A partir de esta aclaración, marcaron su principal preocupación. Dijeron que la desregulación del digesto “impacta directamente en la trazabilidad integral de la industria vitivinícola, un sistema que el sector ha construido y perfeccionado durante muchos años y que constituye la base para garantizar transparencia, control y seguridad en todos los eslabones de la cadena” .
Remarcaron la importancia de dos instrumentos: la Declaración Jurada de Ingreso de Uva (CIU) y la Declaración Jurada Anual de Elaboración (CEC 05), junto con su Anexo de Terceros. El CIU fue definido como “la piedra angular del ordenamiento de la producción primaria” y como “la única constancia fehaciente que certifica con reconocimiento bilateral el ingreso real de la uva al lugar, detallando peso, variedad y condiciones de entrega”. También se señaló que su obligatoriedad garantizó “transparencia, previsibilidad y seguridad jurídica, especialmente para los productores que elaboran bajo el régimen de maquila” .
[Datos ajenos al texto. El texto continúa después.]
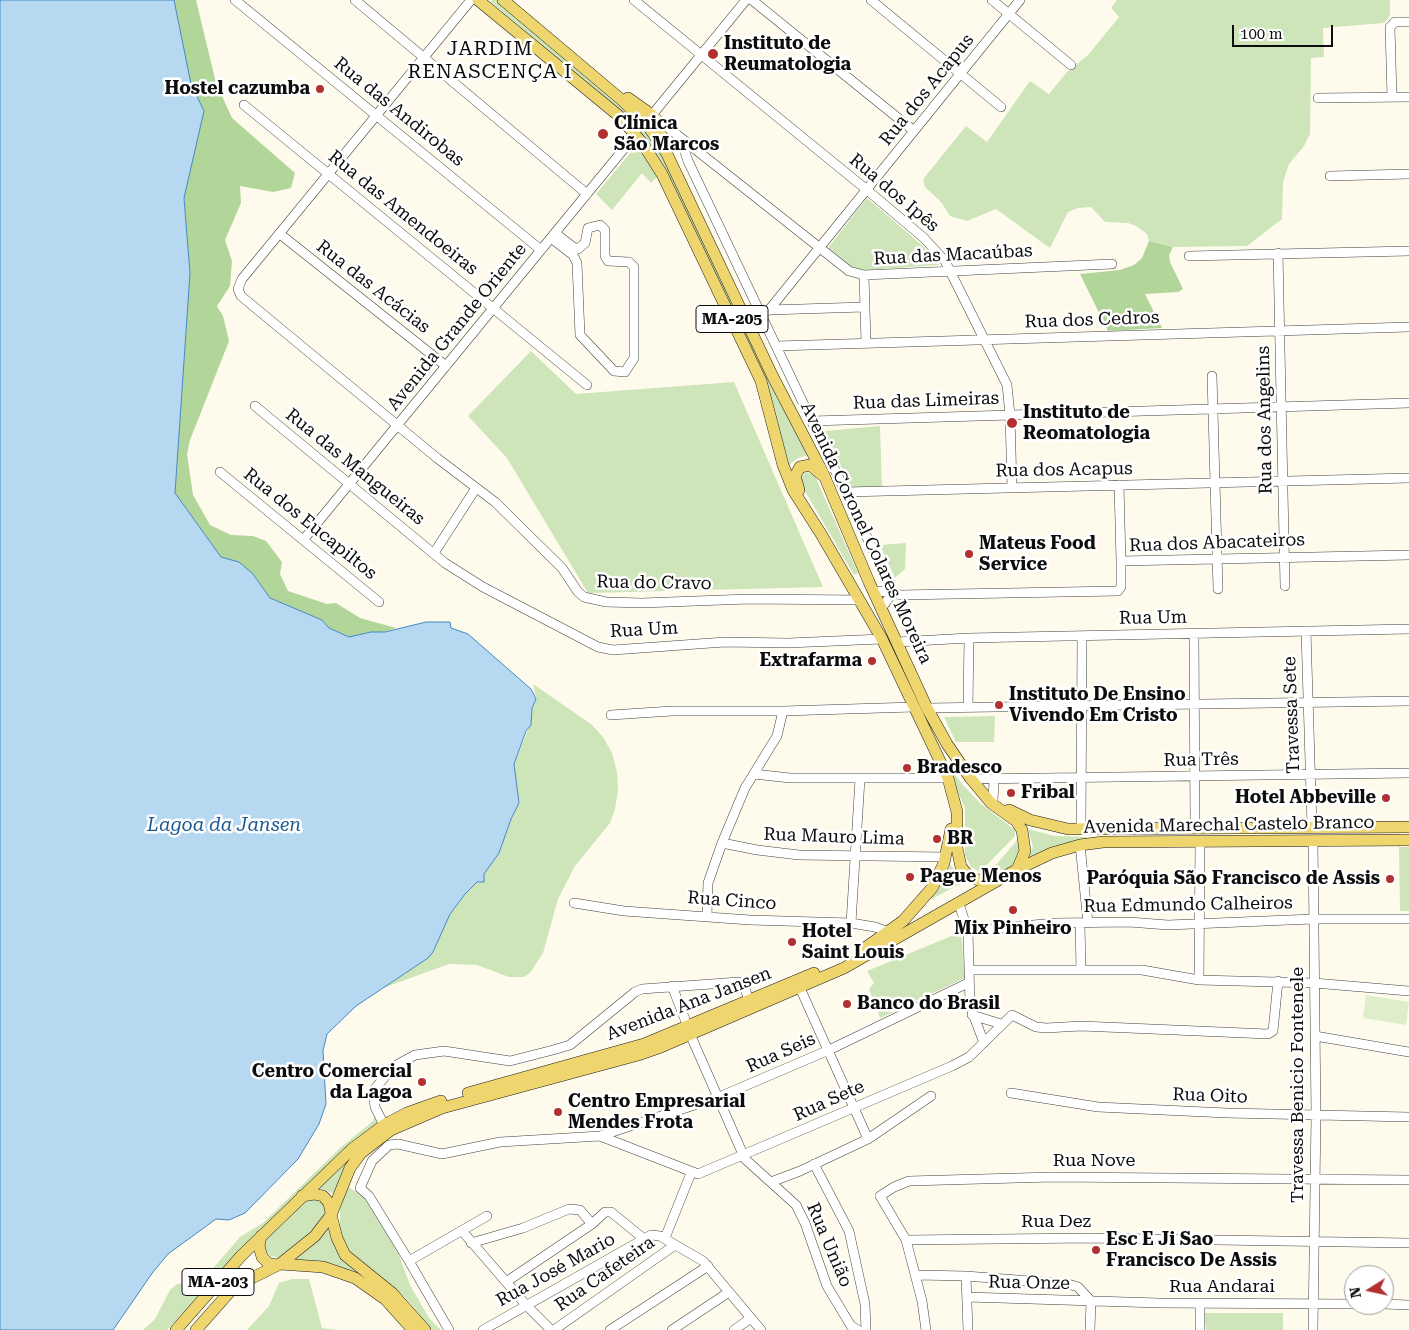 <!DOCTYPE html>
<meta charset="utf-8">
<style>
body{margin:0}
#map{position:relative;width:1409px;height:1330px;overflow:hidden;background:#fefbed;font-family:"Roboto Serif",serif}
canvas{display:block}
.north{position:absolute;left:1344px;top:1265px;width:50px;height:50px;box-sizing:border-box;background:#fff;border:1px solid #9e9e9e;border-radius:50%;rotate:260deg;font-size:14px;font-weight:700;line-height:20px;text-align:center;color:#0d0d0d}
.north::after{content:'';display:block;margin:auto;width:18px;height:22px;background:#b13030;clip-path:polygon(50% 0,100% 100%,50% 72%,0 100%)}
.scale{position:absolute;left:1232px;top:25px;width:101px;height:22px;box-sizing:border-box;border:2px solid #0d0d0d;border-top:0;padding-left:6px;font-size:15px;line-height:18px;white-space:nowrap;color:#0d0d0d;-webkit-text-stroke:4px #fff;paint-order:stroke}
</style>
<div id="map">
<canvas width="1409" height="1330"></canvas>
<div class="north">N</div>
<div class="scale">100 m</div>
</div>
<script>
const ctx = document.querySelector('canvas').getContext('2d');
ctx.lineJoin = 'round';
function paint(path, color) { ctx.fillStyle = color; ctx.fill(path, 'evenodd'); }
const shape = rows => new Path2D(rows.map(r => 'M' + r).join(''));
function stroke(path, color, width, dash) { ctx.strokeStyle = color; ctx.lineWidth = width; ctx.lineCap = dash ? 'butt' : 'round'; ctx.setLineDash(dash || []); ctx.stroke(path); }
function drawText(font, color, halo, rows, align = 'center') {
  ctx.font = font + ' "Roboto Serif",serif'; ctx.lineWidth = 5; ctx.setLineDash([]); ctx.textBaseline = 'middle'; ctx.strokeStyle = halo; ctx.fillStyle = color; for (const [text, x, y, turn = 0] of rows) {
    ctx.save(); ctx.translate(x, y); ctx.rotate((+turn || 0) * Math.PI / 180); ctx.textAlign = isNaN(turn) ? turn : align; if (halo) ctx.strokeText(text, 0, 0); ctx.fillText(text, 0, 0); ctx.restore();
  }
}
const green = shape([
 [492,0,500,0,627,110,645,130,664,158,809,455,798,458,789,465,768,388,678,195,622,112,491,2],
 [1117,0,1390,0,1390,15,1384,23,1323,28,1324,57,1311,58,1310,134,1304,146,1289,164,1283,182,1282,219,1247,246,1173,247,1149,241,1147,234,1136,226,1128,223,1105,222,1091,207,1078,208,1068,212,1050,248,996,209,967,221,950,216,941,202,925,187,923,180,928,173,966,126,987,142,1030,81,1049,94,1066,73,1088,55,1119,17,1111,8],
 [637,145,658,176,651,183,642,173,612,210,596,194],
 [867,198,923,246,939,265,864,270,853,268,828,248],
 [531,351,576,394,734,382,823,587,588,593,507,458,468,416],
 [880,426,882,487,851,488,825,431],
 [806,472,815,476,858,573,854,575,802,486,800,479],
 [906,543,905,569,895,578,880,545],
 [533,684,591,724,603,737,612,753,617,772,618,791,615,809,610,823,575,866,558,899,543,953,530,973,524,977,509,977,477,965,449,964,383,988,433,952,450,914,472,885,477,882,481,883,483,875,499,853,511,819,519,803,514,764,532,720,532,708,536,699],
 [995,716,994,742,956,742,944,717],
 [949,765,962,784,981,804,1015,830,1015,836,980,872,971,867,965,855,965,808,946,766],
 [1028,829,1055,836,1087,837,1087,839,1029,858,1033,847],
 [1020,837,1021,850,1015,863,999,874,987,875],
 [1399,847,1409,847,1409,911,1400,911],
 [950,865,966,881,932,899,931,898],
 [961,932,965,978,880,1018,869,989,874,983,867,971],
 [375,1115,377,1123,242,1249,167,1330,143,1330,155,1319,170,1290,177,1284,203,1280,240,1237,263,1223,341,1147,373,1121],
 [344,1160,350,1160,335,1194,316,1187],
 [347,1187,364,1195,395,1244,410,1285,429,1318,441,1330,432,1330,406,1298,349,1253,343,1241,340,1226,340,1210],
 [309,1199,322,1200,325,1206,324,1215,312,1232,280,1258,271,1256,265,1252,264,1245,267,1237],
 [329,1224,355,1270,349,1272,293,1259],
 [292,1279,309,1279,322,1328,337,1330,247,1330,269,1306,279,1283],
 [1204,1313,1283,1313,1283,1330,1206,1330]
]);
const forest = shape([
 [174,0,196,0,216,83,232,118,295,173,291,188,273,192,240,186,241,203,225,240,232,261,230,286,217,306,223,316,229,341,190,440,187,454,193,495,210,525,231,535,253,536,266,541,282,562,280,574,288,591,327,604,336,603,360,618,396,628,380,633,371,632,349,637,329,628,322,620,270,598,253,574,239,563,221,557,175,493,190,273,184,198,204,111,191,84],
 [1149,241,1173,247,1169,255,1170,262,1183,289,1178,292,1145,294,1162,328,1108,331,1080,274,1120,270,1134,265,1142,258]
]);
const pitch = shape([
 [1366,995,1409,1002,1406,1025,1363,1018]
]);
const water = shape([
 [0,0,174,0,191,84,204,111,184,198,190,273,175,493,221,557,239,562,253,574,270,598,322,620,329,628,349,637,371,632,385,632,426,622,450,622,451,628,468,634,531,689,536,699,532,708,531,725,526,731,514,764,519,803,511,819,499,853,484,874,484,882,477,882,465,894,450,914,433,952,428,958,356,1006,327,1034,323,1051,326,1104,319,1124,298,1159,245,1213,229,1220,216,1219,168,1254,153,1272,113,1330,0,1330,0,0]
]);
const minor = shape([
 [235,0,541,250],
 [355,0,587,194],
 [471,0,242,279,238,289,241,296,437,458,495,502,562,568,578,592,584,597,606,602,642,603,749,599,860,600],
 [634,0,867,190,924,238,945,261,1007,385,1010,415,1012,487],
 [746,0,652,115,849,271,864,275,1112,264],
 [752,0,914,131],
 [871,0,1001,107],
 [992,0,1071,65],
 [1392,97,1390,27,1395,22,1409,22],
 [1318,98,1409,97],
 [244,105,587,385],
 [685,143,684,149,688,161,893,592],
 [1330,176,1409,174],
 [280,234,446,366],
 [551,238,573,255,577,263,580,335,614,371,625,372,634,358,634,267,629,262,608,261,605,256,605,230,600,225,588,228,585,243,578,249,573,247,555,233],
 [1278,253,1285,586],
 [1189,256,1409,251],
 [864,275,866,343],
 [769,310,864,307],
 [762,314,769,310,1020,0],
 [777,346,1409,327],
 [1212,376,1218,589],
 [255,406,445,563,483,587,598,647,613,650,725,642,788,643,882,639],
 [812,421,1409,403],
 [220,472,379,602],
 [846,492,1409,478],
 [304,539,636,134],
 [434,553,476,488],
 [1121,561,1409,555],
 [873,591,893,592,900,595,1118,591,1121,587,1121,561,1119,485],
 [881,609,893,592],
 [1306,631,1312,827],
 [1194,634,1195,828],
 [897,642,969,638,1409,629],
 [968,707,969,638],
 [927,708,1409,701],
 [611,715,672,711,783,711,914,707],
 [754,774,790,778,948,778],
 [971,779,1409,773],
 [993,801,994,780],
 [1081,828,1082,636],
 [1313,841,1316,1115,1313,1330],
 [722,843,757,850,799,855,946,857],
 [1080,845,1088,923],
 [574,903,624,911,750,920,851,923,875,927,888,932],
 [959,904,968,931,970,1006,984,1043],
 [707,916,708,883,722,843,745,788,777,736,783,711],
 [851,923,860,779],
 [1080,923,1081,970],
 [968,931,1055,923,1129,922,1168,925,1313,919,1409,919],
 [970,970,1142,970,1199,980,1314,983,1409,991],
 [1199,980,1200,841],
 [672,986,688,1027],
 [800,988,868,1139],
 [972,1015,1001,1024],
 [690,1034,745,1159,796,1205,805,1223,827,1286,851,1326,858,1330],
 [1315,1036,1409,1052],
 [1011,1093,1098,1107,1227,1113,1409,1117],
 [384,1125,375,1107,373,1091,393,1067,415,1055,444,1051,510,1061,553,1050,570,1045,635,992,642,989,739,982,744,985,749,1001],
 [600,1136,719,1097,829,1050,968,983],
 [814,1164,849,1231,865,1304,866,1330],
 [771,1182,800,1171,868,1139,931,1096],
 [463,1232,526,1305,551,1330],
 [665,1238,691,1173],
 [906,1240,1090,1238,1409,1243],
 [471,1243,523,1228,569,1209,580,1210,592,1224],
 [409,1261,487,1216],
 [917,1275,966,1276,1068,1284,1078,1287,1091,1301],
 [966,1276,968,1330],
 [506,1282,592,1224,605,1212,611,1212,644,1239,651,1235,660,1236,703,1261,761,1330],
 [967,1297,1159,1303,1354,1304],
 [1384,1304,1409,1305],
 [449,1330,409,1261,369,1196,360,1188,372,1161,389,1145,398,1144,442,1154,500,1142,600,1136,698,1174,952,1066,969,1057,1012,1015,1036,1027,1046,1028,1081,1026,1268,1034,1273,1031,1278,981],
 [483,1330,644,1239],
 [554,1330,675,1245],
 [610,1330,708,1266],
 [672,1330,729,1292],
 [734,1330,751,1318],
 [926,1330,922,1301,906,1240,880,1196,894,1187,909,1181,1053,1177,1409,1180],
 [1090,1330,1091,1301],
 [1200,1330,1200,1303]
]);
const major = shape([
 [478,0,619,116,643,144,662,174,761,381,783,465,793,490,821,534,882,639,948,778,957,812,957,848,961,867,968,875,978,880,996,881],
 [503,0,623,101,648,126,666,152,773,377,823,473,869,582,927,708,947,744,971,779,991,803,1016,821,1022,830,1025,851,1017,870],
 [628,98,652,115,662,137],
 [799,490,795,476,800,467,810,465,822,475],
 [1009,810,1030,820,1068,829,1409,827],
 [862,950,903,921,932,888,944,863,951,829],
 [468,1093,644,1044,814,973],
 [302,1196,314,1194,323,1196,329,1203,331,1213],
 [331,1215,337,1238,345,1255,392,1293,425,1330],
 [261,1236,259,1246,262,1257,269,1264,278,1265],
 [280,1264,323,1267,355,1278,385,1299,413,1330],
 [176,1330,241,1256,352,1149,384,1125,407,1113,441,1101],
 [196,1330,234,1287,280,1264,315,1236,331,1215,350,1168,361,1153,391,1130,442,1108,638,1055,661,1047,844,968,1016,870,1052,853,1080,845,1103,842,1409,840]
]);
const markers = [
 [713,54,6,"#b13030"],
 [320,89,5,"#b13030"],
 [603,134,6,"#b13030"],
 [1012,423,6,"#b13030"],
 [969,554,5,"#b13030"],
 [872,661,5,"#b13030"],
 [999,705,5,"#b13030"],
 [907,768,5,"#b13030"],
 [1011,793,5,"#b13030"],
 [1386,798,5,"#b13030"],
 [937,839,5,"#b13030"],
 [910,877,5,"#b13030"],
 [1390,879,5,"#b13030"],
 [1013,910,5,"#b13030"],
 [792,942,5,"#b13030"],
 [847,1004,5,"#b13030"],
 [422,1082,5,"#b13030"],
 [558,1112,5,"#b13030"],
 [1096,1250,5,"#b13030"]
];
const shields = [
 [732,319,72],
 [218,1282,72]
];
const shieldNames = [
 ["MA-205",732,319],
 ["MA-203",218,1282]
];
const poiNames = [
 ["Instituto de",724,44],
 ["Reumatologia",724,65],
 ["Hostel cazumba",310,89,"right"],
 ["Clínica",614,124],
 ["São Marcos",614,145],
 ["Instituto de",1023,413],
 ["Reomatologia",1023,434],
 ["Mateus Food",979,544],
 ["Service",979,565],
 ["Extrafarma",862,661,"right"],
 ["Instituto De Ensino",1009,695],
 ["Vivendo Em Cristo",1009,716],
 ["Bradesco",917,768],
 ["Fribal",1021,793],
 ["Hotel Abbeville",1376,798,"right"],
 ["BR",947,839],
 ["Pague Menos",920,877],
 ["Paróquia São Francisco de Assis",1380,879,"right"],
 ["Mix Pinheiro",1013,929,"center"],
 ["Hotel",802,932],
 ["Saint Louis",802,953],
 ["Banco do Brasil",857,1004],
 ["Centro Comercial",412,1072,"right"],
 ["da Lagoa",412,1093,"right"],
 ["Centro Empresarial",568,1102],
 ["Mendes Frota",568,1123],
 ["Esc E Ji Sao",1106,1240],
 ["Francisco De Assis",1106,1261]
];
const streetNames = [
 ["Rua dos Acapus",927,90,-51],
 ["Rua das Andirobas",399,112,39],
 ["Rua dos Ipês",894,193,40],
 ["Rua das Amendoeiras",403,213,39],
 ["Rua das Macaúbas",953,255,-3],
 ["Rua das Acácias",373,287,38],
 ["Rua dos Cedros",1092,320,-2],
 ["Avenida Grande Oriente",457,327,-51],
 ["Rua das Limeiras",926,401,-2],
 ["Rua dos Angelins",1265,420,-91],
 ["Rua das Mangueiras",355,467,39],
 ["Rua dos Acapus",1064,470,-1],
 ["Rua dos Eucapiltos",310,524,39],
 ["Avenida Coronel Colares Moreira",866,533,65],
 ["Rua dos Abacateiros",1217,543,-2],
 ["Rua do Cravo",654,583,1],
 ["Rua Um",1153,618,-1],
 ["Rua Um",644,630,-3],
 ["Travessa Sete",1292,715,-92],
 ["Rua Três",1201,760,-1],
 ["Avenida Marechal Castelo Branco",1229,825,-1],
 ["Rua Mauro Lima",834,837,2],
 ["Rua Cinco",732,901,4],
 ["Rua Edmundo Calheiros",1188,905,-1],
 ["Avenida Ana Jansen",689,1004,-21],
 ["Rua Seis",781,1053,-24],
 ["Travessa Benicio Fontenele",1298,1085,-90],
 ["Rua Oito",1210,1096,2],
 ["Rua Sete",829,1101,-24],
 ["Rua Nove",1094,1161],
 ["Rua Dez",1056,1222],
 ["Rua União",829,1245,67],
 ["Rua José Mario",556,1270,-29],
 ["Rua Cafeteira",605,1274,-35],
 ["Rua Onze",1029,1283,1],
 ["Rua Andarai",1222,1287]
];
const waterNames = [
 ["Lagoa da Jansen",224,825]
];
const quarterNames = [
 ["JARDIM",490,49],
 ["RENASCENÇA I",490,72]
];
paint(green, '#cee5ba');
paint(forest, '#b2d59a');
paint(pitch, '#e0edcb');
paint(water, '#b6d8f1');
stroke(water, '#4389c2', 1);
stroke(minor, '#404040', 10);
stroke(major, '#1e1e1e', 12);
stroke(minor, '#fff', 9);
stroke(major, '#eed56d', 11);
for (const [x, y, r, color] of markers) { const dot = new Path2D(); dot.arc(x, y, r, 0, 2 * Math.PI); ctx.fillStyle = color; ctx.fill(dot); stroke(dot, '#fff', 2); }
for (const [x, y, w] of shields) { const box = new Path2D(); box.roundRect(x - w / 2, y - 13.5, w, 27, 4); ctx.fillStyle = '#fff'; ctx.fill(box); stroke(box, '#0d0d0d', 1); }
drawText('bold 16px', '#0d0d0d', null, shieldNames);
drawText('bold 18px', '#0d0d0d', '#fff', poiNames, 'left');
drawText('18px', '#0d0d0d', '#fff', streetNames);
drawText('italic 19px', '#205c94', '#fff', waterNames);
ctx.letterSpacing = '1px';
drawText('20px', '#0d0d0d', '#fff', quarterNames);
ctx.letterSpacing = '0px';
</script>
Sobre el CEC 05, indicó que es el formulario que “da continuidad y validez administrativa a la información consignada en el CIU, registrando de manera precisa los volúmenes elaborados y las titularidades correspondientes” y que es esencial para “identificar correctamente la producción de terceros, asegurar su disponibilidad y respaldar documentalmente sus derechos”.
Ambos instrumentos fueron definidos como “la columna vertebral de la trazabilidad vitivinícola, entendida como la capacidad de reconstruir con precisión y confiabilidad el recorrido completo de la uva y sus derivados desde el viñedo hasta el consumidor final” .
La carta enumeró, además, los motivos por los cuales consideran indispensable sostener este esquema. Según el texto, la trazabilidad permite “garantizar la calidad, autenticidad y genuinidad de los productos vitivinícolas”, “resguardar la propiedad y la participación real de cada actor en la cadena”, “sostener la integridad estadística del INV”, “mantener estándares internacionales de control, identificación y registro” y “brindar confianza plena a los consumidores y mercados, tanto internos como externos”.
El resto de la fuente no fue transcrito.